Task instructions: Scan the records below. Copy every line in which the word "canvas" appears.
--- Provided records ---
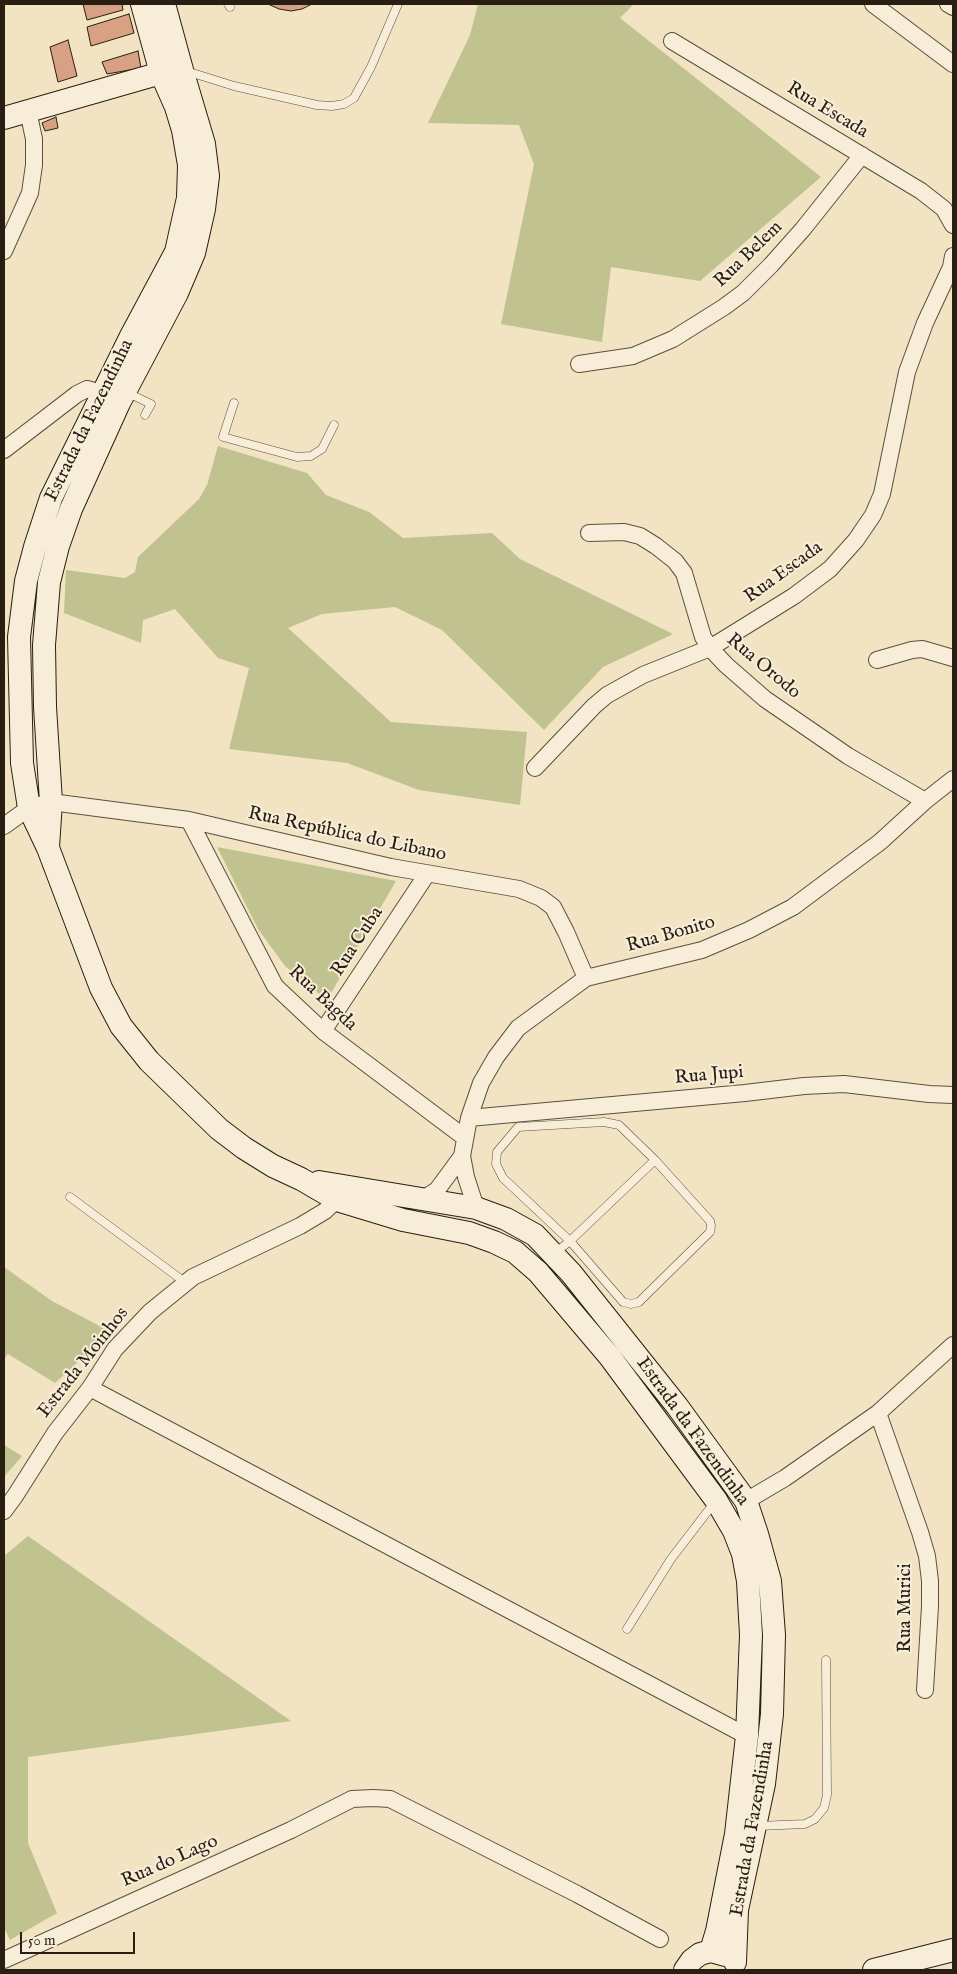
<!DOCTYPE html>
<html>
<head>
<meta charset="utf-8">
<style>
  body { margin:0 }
  #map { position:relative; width:957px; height:1974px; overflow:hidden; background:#f2e4c3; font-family:"IM FELL English",serif }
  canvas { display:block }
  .frame { position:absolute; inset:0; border:5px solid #281e11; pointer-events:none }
  .scale { position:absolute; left:20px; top:1932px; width:115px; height:22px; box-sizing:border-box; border:2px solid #281e11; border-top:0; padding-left:6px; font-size:15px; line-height:18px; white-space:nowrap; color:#281e11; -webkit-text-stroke:4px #f7edd8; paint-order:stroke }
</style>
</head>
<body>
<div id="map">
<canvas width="957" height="1974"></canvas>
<div class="frame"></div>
<div class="scale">50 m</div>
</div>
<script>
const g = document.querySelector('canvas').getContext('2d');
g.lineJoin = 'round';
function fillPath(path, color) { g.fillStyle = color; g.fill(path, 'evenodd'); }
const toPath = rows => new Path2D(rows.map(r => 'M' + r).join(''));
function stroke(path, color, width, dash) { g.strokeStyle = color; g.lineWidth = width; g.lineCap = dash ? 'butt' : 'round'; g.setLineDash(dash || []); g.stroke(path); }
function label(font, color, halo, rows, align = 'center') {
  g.font = font + ' "IM FELL English",serif'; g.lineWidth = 4; g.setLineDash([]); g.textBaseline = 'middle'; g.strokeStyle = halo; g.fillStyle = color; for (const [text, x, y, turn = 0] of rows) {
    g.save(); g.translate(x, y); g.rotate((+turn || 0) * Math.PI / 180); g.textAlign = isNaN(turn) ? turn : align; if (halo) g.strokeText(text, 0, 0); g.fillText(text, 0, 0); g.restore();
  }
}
fillPath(toPath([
  [478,4,634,4,620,18,821,177,700,281,611,267,602,342,501,324,534,164,519,125,428,123,470,35],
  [218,446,307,473,326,495,369,512,403,538,492,533,520,559,673,634,603,667,544,730,442,630,395,607,322,614,288,628,391,722,527,732,520,805,419,790,347,763,229,749,249,668,218,658,175,609,143,620,141,643,64,613,66,570,125,578,135,572,138,557,199,499,207,485],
  [217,847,396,881,327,1000,285,966,258,929],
  [4,1267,52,1301,111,1332,55,1383,8,1354,4,1359],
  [4,1445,22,1456,4,1477],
  [28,1536,291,1721,28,1757,28,1843,57,1913,10,1940,4,1928,4,1556]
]), '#c0c28f');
const building = toPath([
  [83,4,122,4,123,10,87,20,83,4],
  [268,4,312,4,302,9,291,11,279,9,268,4],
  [129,14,134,33,91,46,87,27,129,14],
  [68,40,77,76,58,82,50,47,68,40],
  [138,51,141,68,107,74,102,62,138,51],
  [56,117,58,128,45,131,42,123,56,117]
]);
fillPath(building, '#d8a184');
stroke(building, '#281e11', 1);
const service = toPath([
  [228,4,230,7],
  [186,71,234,86,317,105,332,106,344,104,354,98,371,67,398,4],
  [128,393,151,404,145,415],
  [234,403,223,437,297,457,311,456,322,449,334,425],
  [70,1197,186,1283],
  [555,1253,570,1241,623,1302,631,1304,639,1302,710,1232,711,1226,710,1221,655,1160,619,1125,604,1122,518,1127,497,1152,496,1164,503,1178,570,1241,655,1160],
  [627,1629,671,1559,714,1503],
  [758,1826,805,1824,815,1819,824,1808,827,1795,826,1660]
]);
const minor = toPath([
  [873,4,953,64],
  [948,4,953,7],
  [672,41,921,191,944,209,953,225],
  [4,251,30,193,34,165,34,139,28,111],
  [579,364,633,356,673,339,724,307,743,293,771,265,803,229,862,155],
  [4,450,77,394,87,389,102,393,112,399],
  [589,533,624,532,640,536,656,546,675,561,684,573,703,637,710,648,726,665,765,699,848,756,925,801],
  [877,660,912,650,922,649,953,658],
  [535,768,594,706,607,695,643,675,710,648,794,596,830,569,856,540,873,515,882,494,907,372,925,323,951,267,953,256],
  [189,820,275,986,323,1031,464,1137],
  [4,826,29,808,51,802,189,820,391,867,519,889,541,898,553,907,566,932,586,978],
  [323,1031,427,874],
  [469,1118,745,1093,804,1086,844,1084,929,1094,953,1095],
  [423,1199,437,1190,462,1156],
  [476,1208,466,1177,462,1156,469,1118,481,1083,496,1057,518,1028,586,978,702,950,749,930,793,907,880,842,925,801,953,779],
  [90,1388,747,1736],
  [878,1413,920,1532,927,1556,930,1581,930,1606,925,1690],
  [746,1501,785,1478,878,1413,953,1345],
  [4,1511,15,1496,55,1433,90,1388,115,1349,150,1312,193,1277,300,1226,325,1211,343,1194],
  [4,1960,291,1830,352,1799,373,1798,390,1799,577,1894,660,1939]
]);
const secondary = toPath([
  [142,4,161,73,176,107,183,130,189,165,188,198,176,252,130,338,51,498,35,547,26,581,19,637,22,763,29,808,48,848,101,988,121,1026,149,1061,219,1129,244,1148,273,1166,301,1179,337,1200,403,1220,469,1233,494,1242,515,1252,538,1272,610,1357,716,1500,734,1531,743,1554,748,1581,751,1635,747,1736,736,1834,717,1931,711,1951],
  [4,118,161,73,176,71],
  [48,847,51,802,45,707,44,645,49,582,58,546,71,509,119,403,177,293,194,253,204,209,208,176,204,144,182,70,164,4],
  [319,1182,476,1208,506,1219,535,1235,571,1273,677,1406,746,1501,757,1534,770,1581,774,1635,772,1714,764,1784,737,1910,735,1962],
  [685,1970,692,1960,700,1954,711,1951,725,1955],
  [874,1970,953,1950]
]);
stroke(service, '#5a503e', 9);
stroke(minor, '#5a503e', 18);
stroke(secondary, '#281e11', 24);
stroke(service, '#f7edd8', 8);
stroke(minor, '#f7edd8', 16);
stroke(secondary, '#f7edd8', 22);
label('19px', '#281e11', '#f7edd8', [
  ["Rua Escada",827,111,31],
  ["Rua Belem",749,255,-44],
  ["Estrada da Fazendinha",90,421,-64],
  ["Rua Escada",784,573,-36],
  ["Rua Orodo",763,667,40],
  ["Rua República do Libano",347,835,12],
  ["Rua Bonito",671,935,-16],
  ["Rua Cuba",358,942,-57],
  ["Rua Bagda",322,999,43],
  ["Rua Jupi",709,1076,-5],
  ["Estrada Moinhos",84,1363,-52],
  ["Estrada da Fazendinha",692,1432,54],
  ["Rua Murici",906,1608,-90],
  ["Estrada da Fazendinha",753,1829,-80],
  ["Rua do Lago",170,1862,-24]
]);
</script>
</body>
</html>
---
The answer:
  canvas { display:block }
<canvas width="957" height="1974"></canvas>
const g = document.querySelector('canvas').getContext('2d');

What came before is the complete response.